Records supplied

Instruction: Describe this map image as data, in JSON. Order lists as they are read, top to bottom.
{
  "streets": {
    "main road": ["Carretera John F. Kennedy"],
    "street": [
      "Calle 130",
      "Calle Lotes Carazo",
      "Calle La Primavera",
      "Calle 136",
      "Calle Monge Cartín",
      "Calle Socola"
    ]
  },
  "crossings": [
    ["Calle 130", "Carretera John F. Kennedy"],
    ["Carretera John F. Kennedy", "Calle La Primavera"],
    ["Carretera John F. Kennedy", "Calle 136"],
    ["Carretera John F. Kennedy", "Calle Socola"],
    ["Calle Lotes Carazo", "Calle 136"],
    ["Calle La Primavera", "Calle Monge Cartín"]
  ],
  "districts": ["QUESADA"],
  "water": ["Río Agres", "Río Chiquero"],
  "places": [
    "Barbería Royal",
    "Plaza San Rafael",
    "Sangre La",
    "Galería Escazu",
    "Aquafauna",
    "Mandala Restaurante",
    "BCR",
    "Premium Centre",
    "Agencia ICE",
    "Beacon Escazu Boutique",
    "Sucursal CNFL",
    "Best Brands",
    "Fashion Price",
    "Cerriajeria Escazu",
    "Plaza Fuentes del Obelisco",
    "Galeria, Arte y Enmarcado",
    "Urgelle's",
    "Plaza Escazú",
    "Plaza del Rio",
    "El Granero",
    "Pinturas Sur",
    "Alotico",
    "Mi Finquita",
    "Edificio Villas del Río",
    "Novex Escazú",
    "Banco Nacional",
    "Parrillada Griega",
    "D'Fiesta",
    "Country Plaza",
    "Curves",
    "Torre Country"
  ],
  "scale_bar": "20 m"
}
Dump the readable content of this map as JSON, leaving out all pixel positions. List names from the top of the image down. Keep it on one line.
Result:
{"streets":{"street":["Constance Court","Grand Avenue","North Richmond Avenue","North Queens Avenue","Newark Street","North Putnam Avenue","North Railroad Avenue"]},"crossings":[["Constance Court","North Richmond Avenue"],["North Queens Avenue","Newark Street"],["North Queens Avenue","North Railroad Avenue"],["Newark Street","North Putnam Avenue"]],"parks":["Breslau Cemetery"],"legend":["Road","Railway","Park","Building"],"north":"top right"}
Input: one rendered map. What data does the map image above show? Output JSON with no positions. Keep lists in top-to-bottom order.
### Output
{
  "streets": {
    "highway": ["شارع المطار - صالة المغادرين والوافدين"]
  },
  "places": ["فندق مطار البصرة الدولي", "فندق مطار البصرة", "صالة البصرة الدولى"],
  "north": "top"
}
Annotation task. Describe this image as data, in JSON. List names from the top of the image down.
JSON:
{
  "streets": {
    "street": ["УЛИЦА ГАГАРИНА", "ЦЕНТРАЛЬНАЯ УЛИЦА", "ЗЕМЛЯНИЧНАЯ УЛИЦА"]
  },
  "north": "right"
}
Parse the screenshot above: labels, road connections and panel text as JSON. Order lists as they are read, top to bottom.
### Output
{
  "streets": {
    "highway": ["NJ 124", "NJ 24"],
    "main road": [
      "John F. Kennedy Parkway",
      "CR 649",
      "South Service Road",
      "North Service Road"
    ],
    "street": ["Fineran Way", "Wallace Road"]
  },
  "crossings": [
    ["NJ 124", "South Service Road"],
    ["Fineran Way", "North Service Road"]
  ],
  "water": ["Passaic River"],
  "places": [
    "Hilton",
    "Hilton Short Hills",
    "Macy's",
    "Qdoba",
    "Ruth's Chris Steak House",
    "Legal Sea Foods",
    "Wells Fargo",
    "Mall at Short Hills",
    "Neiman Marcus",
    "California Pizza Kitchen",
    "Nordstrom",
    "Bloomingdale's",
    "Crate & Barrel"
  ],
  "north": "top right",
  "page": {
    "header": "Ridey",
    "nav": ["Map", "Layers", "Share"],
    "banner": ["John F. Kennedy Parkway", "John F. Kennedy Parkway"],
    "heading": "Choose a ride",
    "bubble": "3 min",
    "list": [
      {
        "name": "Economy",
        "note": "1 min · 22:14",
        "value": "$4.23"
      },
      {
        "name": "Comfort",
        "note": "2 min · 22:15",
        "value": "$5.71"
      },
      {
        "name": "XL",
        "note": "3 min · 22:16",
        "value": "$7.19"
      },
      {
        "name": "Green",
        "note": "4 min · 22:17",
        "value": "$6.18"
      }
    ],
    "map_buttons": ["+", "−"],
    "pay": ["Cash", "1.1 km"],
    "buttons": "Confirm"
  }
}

What needs to be done
Beginning with the line that contains "Annotation task. Describe", set down every line through the end of the data without change.

Answer space
Annotation task. Describe this image as data, in JSON. List names from the top of the image down.
JSON:
{
  "streets": {
    "street": ["УЛИЦА ГАГАРИНА", "ЦЕНТРАЛЬНАЯ УЛИЦА", "ЗЕМЛЯНИЧНАЯ УЛИЦА"]
  },
  "north": "right"
}
Parse the screenshot above: labels, road connections and panel text as JSON. Order lists as they are read, top to bottom.
### Output
{
  "streets": {
    "highway": ["NJ 124", "NJ 24"],
    "main road": [
      "John F. Kennedy Parkway",
      "CR 649",
      "South Service Road",
      "North Service Road"
    ],
    "street": ["Fineran Way", "Wallace Road"]
  },
  "crossings": [
    ["NJ 124", "South Service Road"],
    ["Fineran Way", "North Service Road"]
  ],
  "water": ["Passaic River"],
  "places": [
    "Hilton",
    "Hilton Short Hills",
    "Macy's",
    "Qdoba",
    "Ruth's Chris Steak House",
    "Legal Sea Foods",
    "Wells Fargo",
    "Mall at Short Hills",
    "Neiman Marcus",
    "California Pizza Kitchen",
    "Nordstrom",
    "Bloomingdale's",
    "Crate & Barrel"
  ],
  "north": "top right",
  "page": {
    "header": "Ridey",
    "nav": ["Map", "Layers", "Share"],
    "banner": ["John F. Kennedy Parkway", "John F. Kennedy Parkway"],
    "heading": "Choose a ride",
    "bubble": "3 min",
    "list": [
      {
        "name": "Economy",
        "note": "1 min · 22:14",
        "value": "$4.23"
      },
      {
        "name": "Comfort",
        "note": "2 min · 22:15",
        "value": "$5.71"
      },
      {
        "name": "XL",
        "note": "3 min · 22:16",
        "value": "$7.19"
      },
      {
        "name": "Green",
        "note": "4 min · 22:17",
        "value": "$6.18"
      }
    ],
    "map_buttons": ["+", "−"],
    "pay": ["Cash", "1.1 km"],
    "buttons": "Confirm"
  }
}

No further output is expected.